6) What is the total expense per week of day for the past year?
### Data Preprocessing
Data Description:
- Date: Transaction Posted Date
- Reference_Number: Unique Transaction reference Number
- Payee: Merchant's Name
- Address: Merchant's Location
- Amount: Payment
```{r input,echo=FALSE}
setwd('C:/Users/JIANWEI LI/Documents/Rstudio/HU/512/FinalProject/')
data <-
list.files(path = "./data/",
pattern = "*.csv",
full.names = T) %>%
map_df(~read_csv(., col_types = cols(.default = "c")))
data$`Posted Date`<-as.Date(data$`Posted Date`,"%m/%d/%Y")
data$Amount<- as.numeric(data$Amount)
data$Amount = -data$Amount
data<-data[data$Amount>0,]
# sort by Posted Date
data<-data[order(data$`Posted Date`),]
colnames(data)[1]<-'Date'
colnames(data)[2]<-'Reference_Number'
kable(data[80:100,],caption = 'Sample data')
```
### Q1:What is the total spending by month in for the past year?
```{r, echo=FALSE}
library(lubridate)
library(zoo)
data$month<-month(as.POSIXlt(data$Date,format = '%d/%m/%Y'))
data$year<- year(as.POSIXlt(data$Date,format = '%d/%m/%Y'))
monthlyAmount<-aggregate(Amount~year+month,data,sum)
monthlyAmount<- monthlyAmount[
with(monthlyAmount,order(year,month)),
]
monthlyAmount<-within(monthlyAmount, Date <- sprintf("%d-%02d", year, month))
monthlyAmount<- monthlyAmount[2:13,]
p<- ggplot(monthlyAmount, aes(x = month, y=Amount)) +
geom_bar(stat = "identity", fill = "Blue")+
scale_x_discrete(limits=monthlyAmount$Date) +
labs(title = "Spending per Month", x = "Month", y = "Total Amount") +
theme_minimal()
p+theme(axis.text.x=element_text(angle=90))
```
***
From this graph above, I find that I will pay less during the spring. I might spend a lot during the pre holiday such as November, Februry.

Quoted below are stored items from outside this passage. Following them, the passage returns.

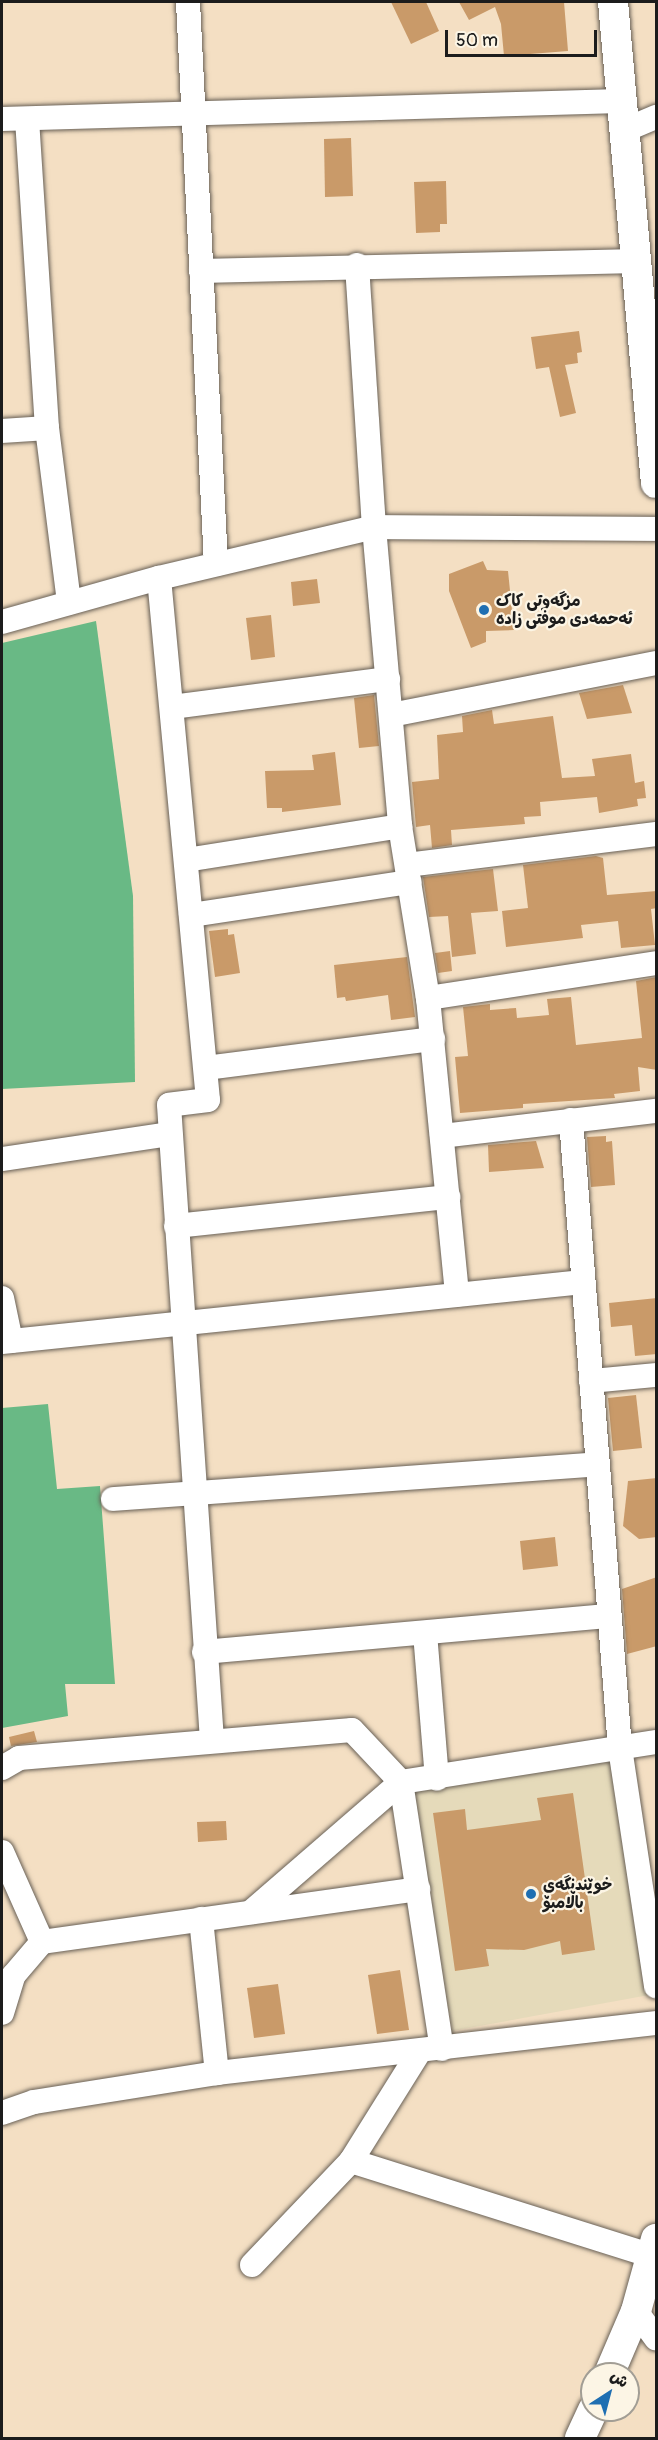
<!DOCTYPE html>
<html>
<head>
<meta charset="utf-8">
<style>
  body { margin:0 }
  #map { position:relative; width:658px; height:2440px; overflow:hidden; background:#f4dfc3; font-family:Pangolin,"Playpen Sans Arabic",sans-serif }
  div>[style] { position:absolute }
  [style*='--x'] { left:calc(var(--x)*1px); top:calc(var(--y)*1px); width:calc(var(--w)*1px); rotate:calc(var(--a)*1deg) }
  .built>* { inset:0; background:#e5daba }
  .forest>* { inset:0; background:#69b985 }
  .building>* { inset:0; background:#c99a69 }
  .roads { filter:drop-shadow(0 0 2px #686056) drop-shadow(0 0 2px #686056) }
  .minor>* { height:24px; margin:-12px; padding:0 12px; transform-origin:12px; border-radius:12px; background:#fff }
  .tertiary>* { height:30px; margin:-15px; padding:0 15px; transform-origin:15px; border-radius:15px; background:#fff }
  .dots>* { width:16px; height:16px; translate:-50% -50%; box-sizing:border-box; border:3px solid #fcf5e5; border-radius:50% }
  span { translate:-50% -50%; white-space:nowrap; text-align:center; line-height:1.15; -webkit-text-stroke:4.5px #fcf5e5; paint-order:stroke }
  .poi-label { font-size:16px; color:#1c1c1c; font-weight:700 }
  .left { translate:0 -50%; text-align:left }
  .frame { position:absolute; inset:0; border:3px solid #1c1c1c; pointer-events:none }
  .north { position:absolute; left:580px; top:2362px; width:60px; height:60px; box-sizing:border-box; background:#fcf5e5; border:2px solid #a29e95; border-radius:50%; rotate:36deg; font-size:16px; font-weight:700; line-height:24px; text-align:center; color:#1c1c1c }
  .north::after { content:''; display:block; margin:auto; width:21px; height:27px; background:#1f6fb2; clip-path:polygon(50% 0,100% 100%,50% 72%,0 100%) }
  .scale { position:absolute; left:445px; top:30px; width:152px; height:27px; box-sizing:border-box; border:3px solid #1c1c1c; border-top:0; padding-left:8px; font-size:18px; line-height:21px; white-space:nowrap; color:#1c1c1c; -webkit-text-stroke:4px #fcf5e5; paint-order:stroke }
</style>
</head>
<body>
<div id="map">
  <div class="built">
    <i style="clip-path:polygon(611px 1761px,649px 1995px,452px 2031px,412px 1792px)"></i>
  </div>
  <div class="forest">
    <i style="clip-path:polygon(96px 621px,133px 896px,135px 1082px,2px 1089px,2px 643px)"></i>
    <i style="clip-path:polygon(48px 1404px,57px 1489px,100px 1486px,115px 1684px,65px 1684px,68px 1716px,2px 1728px,2px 1408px)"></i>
  </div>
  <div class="building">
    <i style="clip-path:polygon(391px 2px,426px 2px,439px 31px,411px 44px)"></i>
    <i style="clip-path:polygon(459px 2px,564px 2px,568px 51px,504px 56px,501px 24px,495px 7px,469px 20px)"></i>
    <i style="clip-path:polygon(351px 138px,353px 196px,325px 197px,324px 139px)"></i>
    <i style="clip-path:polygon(446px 181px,447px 224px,440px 224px,440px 232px,416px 233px,414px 182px)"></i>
    <i style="clip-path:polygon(579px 331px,582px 352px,577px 353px,578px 363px,565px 365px,576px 413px,560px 417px,549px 367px,536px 369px,531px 337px)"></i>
    <i style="clip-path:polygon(483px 561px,487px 570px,508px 571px,514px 630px,486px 631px,486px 642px,471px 648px,449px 591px,449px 574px)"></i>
    <i style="clip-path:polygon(317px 579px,320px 603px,293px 606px,291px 582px)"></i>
    <i style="clip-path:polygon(271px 615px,275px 657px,251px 660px,246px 618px)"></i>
    <i style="clip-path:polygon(623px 685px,632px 713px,587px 719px,579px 693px)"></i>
    <i style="clip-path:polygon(374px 695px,379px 746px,359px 748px,354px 698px)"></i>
    <i style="clip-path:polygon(492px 710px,494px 724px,553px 716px,562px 778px,595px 776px,592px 759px,631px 754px,635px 783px,644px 781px,646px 798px,637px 799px,638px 806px,599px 813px,597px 797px,540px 802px,541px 816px,524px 817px,525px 824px,451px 830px,452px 845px,432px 848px,430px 825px,416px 827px,412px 782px,439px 779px,437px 735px,463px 732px,462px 716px)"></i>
    <i style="clip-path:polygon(335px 752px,341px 805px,282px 812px,282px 808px,267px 808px,265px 771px,314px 770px,312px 755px)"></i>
    <i style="clip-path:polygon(596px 856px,603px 858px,607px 895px,657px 891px,657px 908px,651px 909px,655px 945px,621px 948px,618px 921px,581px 925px,583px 938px,506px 947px,502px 911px,528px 908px,523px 865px)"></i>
    <i style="clip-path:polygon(493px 869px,498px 911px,471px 913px,476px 954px,452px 957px,448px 916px,429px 917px,423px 877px)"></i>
    <i style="clip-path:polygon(228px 929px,228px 935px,234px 934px,240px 973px,215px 977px,209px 931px)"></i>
    <i style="clip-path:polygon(450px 951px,452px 971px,438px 973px,435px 953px)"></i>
    <i style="clip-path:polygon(407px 957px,415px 1017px,391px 1020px,388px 995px,346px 1001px,345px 997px,337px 998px,334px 965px)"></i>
    <i style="clip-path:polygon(657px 977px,657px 1070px,638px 1067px,640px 1091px,614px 1094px,615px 1098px,523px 1104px,523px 1108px,460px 1113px,455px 1057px,468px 1056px,463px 1007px,490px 1004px,490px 1010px,516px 1008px,517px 1018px,549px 1015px,547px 999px,571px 997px,576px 1045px,642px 1038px,636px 981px)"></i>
    <i style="clip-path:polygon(606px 1136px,606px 1142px,612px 1141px,615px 1185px,591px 1187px,587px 1137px)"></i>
    <i style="clip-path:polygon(536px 1141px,544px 1168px,489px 1172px,488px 1145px)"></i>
    <i style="clip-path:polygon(657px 1298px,657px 1354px,635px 1356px,632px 1325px,611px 1327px,609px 1303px)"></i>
    <i style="clip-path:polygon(636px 1395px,642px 1448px,613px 1451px,608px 1398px)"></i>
    <i style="clip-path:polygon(657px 1478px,657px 1537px,639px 1539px,623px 1526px,628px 1481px)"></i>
    <i style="clip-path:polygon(555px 1537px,558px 1566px,523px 1570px,520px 1541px)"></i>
    <i style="clip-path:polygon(657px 1577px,657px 1646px,627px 1654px,622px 1589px)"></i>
    <i style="clip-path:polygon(34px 1731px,37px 1742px,11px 1746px,9px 1737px)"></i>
    <i style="clip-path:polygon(573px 1793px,595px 1950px,562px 1955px,560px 1941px,524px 1950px,486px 1949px,489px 1966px,455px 1971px,433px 1813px,465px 1809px,467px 1830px,541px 1820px,537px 1798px)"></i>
    <i style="clip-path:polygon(226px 1821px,227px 1840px,198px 1842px,197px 1822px)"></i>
    <i style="clip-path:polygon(400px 1970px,409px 2030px,377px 2034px,368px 1975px)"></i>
    <i style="clip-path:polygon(278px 1984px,285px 2034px,254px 2038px,247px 1988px)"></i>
  </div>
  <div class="roads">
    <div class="minor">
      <i style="--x:188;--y:2;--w:563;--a:87.15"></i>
      <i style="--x:2;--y:119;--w:619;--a:-1.67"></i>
      <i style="--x:27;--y:119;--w:310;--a:86.3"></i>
      <i style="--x:47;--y:428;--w:176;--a:82.8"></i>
      <i style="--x:625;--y:130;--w:34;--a:-23"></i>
      <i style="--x:357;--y:265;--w:263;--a:86.3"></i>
      <i style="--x:374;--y:527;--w:300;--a:85"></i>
      <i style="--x:400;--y:826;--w:174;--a:80.8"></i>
      <i style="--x:428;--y:998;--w:298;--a:84.4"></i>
      <i style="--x:201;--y:271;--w:436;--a:-1.3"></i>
      <i style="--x:2;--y:431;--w:45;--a:-3.8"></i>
      <i style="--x:159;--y:578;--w:524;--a:84.64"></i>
      <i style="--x:208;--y:1100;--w:39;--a:173"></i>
      <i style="--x:169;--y:1105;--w:637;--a:86.13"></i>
      <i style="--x:2;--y:622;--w:163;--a:-15.7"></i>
      <i style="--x:159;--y:578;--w:221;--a:-13.3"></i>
      <i style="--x:374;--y:527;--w:282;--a:0.4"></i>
      <i style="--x:172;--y:707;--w:218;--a:-7.4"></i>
      <i style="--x:391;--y:715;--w:270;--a:-11.1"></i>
      <i style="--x:186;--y:860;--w:217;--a:-9"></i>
      <i style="--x:407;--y:865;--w:251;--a:-7.1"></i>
      <i style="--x:191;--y:915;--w:221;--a:-8.6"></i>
      <i style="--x:428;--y:998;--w:231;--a:-8.7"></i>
      <i style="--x:206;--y:1068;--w:229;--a:-7.3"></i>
      <i style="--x:571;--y:1120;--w:630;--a:85.54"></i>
      <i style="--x:620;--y:1748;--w:241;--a:81.4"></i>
      <i style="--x:442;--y:1136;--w:215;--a:-6.7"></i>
      <i style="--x:2;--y:1159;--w:170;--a:-8.5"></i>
      <i style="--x:176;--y:1226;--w:274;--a:-6.1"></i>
      <i style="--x:2;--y:1298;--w:44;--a:78.2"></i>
      <i style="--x:2;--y:1342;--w:584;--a:-5.9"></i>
      <i style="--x:591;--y:1381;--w:65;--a:-5.3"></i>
      <i style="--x:113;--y:1499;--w:485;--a:-4.1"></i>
      <i style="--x:425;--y:1633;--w:146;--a:85.3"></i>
      <i style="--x:204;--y:1652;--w:407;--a:-5.1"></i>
      <i style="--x:2;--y:1768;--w:20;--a:-30"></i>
      <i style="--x:19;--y:1758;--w:334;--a:-4.8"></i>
      <i style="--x:352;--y:1730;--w:71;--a:46.7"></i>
      <i style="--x:401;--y:1782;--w:270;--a:81.3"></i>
      <i style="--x:2;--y:1852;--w:98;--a:66"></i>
      <i style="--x:251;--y:1912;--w:198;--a:-40.9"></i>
      <i style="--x:401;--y:1782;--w:258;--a:-8.9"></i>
      <i style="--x:201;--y:1919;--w:155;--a:84.1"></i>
      <i style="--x:2;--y:2013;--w:39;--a:-73"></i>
      <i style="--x:13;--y:1976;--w:45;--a:-49.5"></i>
      <i style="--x:42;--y:1942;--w:380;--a:-8"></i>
      <i style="--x:2;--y:2113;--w:34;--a:-19"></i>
      <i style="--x:34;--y:2102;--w:185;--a:-9"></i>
      <i style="--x:217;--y:2073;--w:442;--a:-6.5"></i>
      <i style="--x:351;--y:2161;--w:316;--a:17.5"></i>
      <i style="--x:252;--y:2265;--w:144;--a:-46.4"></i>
      <i style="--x:351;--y:2161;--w:128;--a:-58"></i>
      <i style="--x:636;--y:2311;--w:34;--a:54"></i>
    </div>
    <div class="tertiary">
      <i style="--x:613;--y:2;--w:483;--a:84.9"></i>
      <i style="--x:609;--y:2374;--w:69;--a:-66.8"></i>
      <i style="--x:636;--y:2311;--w:75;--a:-74.5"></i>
      <i style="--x:580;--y:2438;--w:31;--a:-65"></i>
    </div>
  </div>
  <div class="dots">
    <i style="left:484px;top:610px;background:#1f6fb2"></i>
    <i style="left:531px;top:1894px;background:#1f6fb2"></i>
  </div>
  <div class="poi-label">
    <span class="left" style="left:496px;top:610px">مزگەوتی کاک<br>ئەحمەدی موفتی زادە</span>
    <span class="left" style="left:543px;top:1894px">خوێندنگەی<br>باڵامبۆ</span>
  </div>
  <div class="frame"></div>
  <div class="north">ش</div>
  <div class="scale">50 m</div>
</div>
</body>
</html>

My expense spike on August,since I just move my apartment during that month.
### Q2:What is the top 10 merchant that I vist the most for the past year?
```{r, echo=FALSE}
q2<-aggregate(Amount~Payee,data,FUN = length)
q2<-q2[order(-q2$Amount),]
q2<-q2[c(1:10),]
ggplot(q2, mapping = aes(x = reorder(Payee, Amount), Amount)) +
geom_bar(stat = "identity")+
labs(title = "Top 10 Visit Merchant", x = "Merchant", y = "Total Amount") +
coord_flip()+
theme_minimal()
```
***
The top visit is Costco, where I shop for most of my grocery.
### Q3:What is the top 10 merchat that I spent the most for the past year?
```{r, echo=FALSE}
q3<-aggregate(Amount~Payee,data,FUN = sum)
q3<-q3[order(-q3$Amount),]
q3<-q3[c(1:10),]
ggplot(q3, mapping = aes(x = reorder(Payee, Amount), Amount)) +
geom_bar(stat = "identity")+
labs(title = "Top 10 Merchant by Expense", x = "Merchant", y = "Total Amount") +
coord_flip()+
theme_minimal()
```
***
The top expense is also Costco. But, we can also see the car insurance and other one time purchase on my list.
### Q4:In which dates I spend the most in past year ?
```{r, echo=FALSE}
q4<-aggregate(Amount~Date,data,FUN = sum)
q4<-q4[order(-q4$Amount),]
q4<-q4[c(1:20),]
ggplot(q4, mapping = aes(x = reorder(Date, Amount), Amount)) +
geom_bar(stat = "identity")+
labs(title = "Top 20 Date by Expense", x = "Date", y = "Total Amount") +
coord_flip()+
theme_minimal()
```
***
In this graph, I can zoom in to see the specific date, I make high amount expense. For example, on 2020-02-16 I purchase a new car insurance on Sunday, but the cost is posted on 2020-02-17.
### Q5:What is the top 10 Merchant Location I spend the most by month for the past year?
```{r, echo=FALSE}
q5<-aggregate(Amount~Address,data,FUN = length)
q5<-q5[order(-q5$Amount),]
q5<-q5[c(1:10),]
ggplot(q5, mapping = aes(x = reorder(Address, Amount), Amount)) +
geom_bar(stat = "identity")+
labs(title = "Top 10 Visit Merchant", x = "Merchant", y = "Total Amount") +
coord_flip()+
theme_minimal()
```
***
From this graph, I can see where I mostly visit and make purchase. As a commuter between New York and New Jersey, it really make sense to me.
### Q6:What is the total expense per week of day for the past year?
```{r, echo=FALSE}
library(dbplyr)
data$weekday<- weekdays(as.Date(data$Date))
q6<-aggregate(Amount~weekday,data,FUN = sum)
q6<-q6[order(-q6$Amount),]
ggplot(q6, mapping = aes(x = reorder(weekday, Amount), Amount)) +
geom_bar(stat = "identity")+
labs(title = "Top 10 Visit Merchant", x = "Merchant", y = "Total Amount") +
coord_flip()+
theme_minimal()
```
***
From this graph, I can see the Monday category spike, However, I notices that all Sunday charge is post on Mondays. However, I do notice that I didn't spend a lot on Saturday and Friday.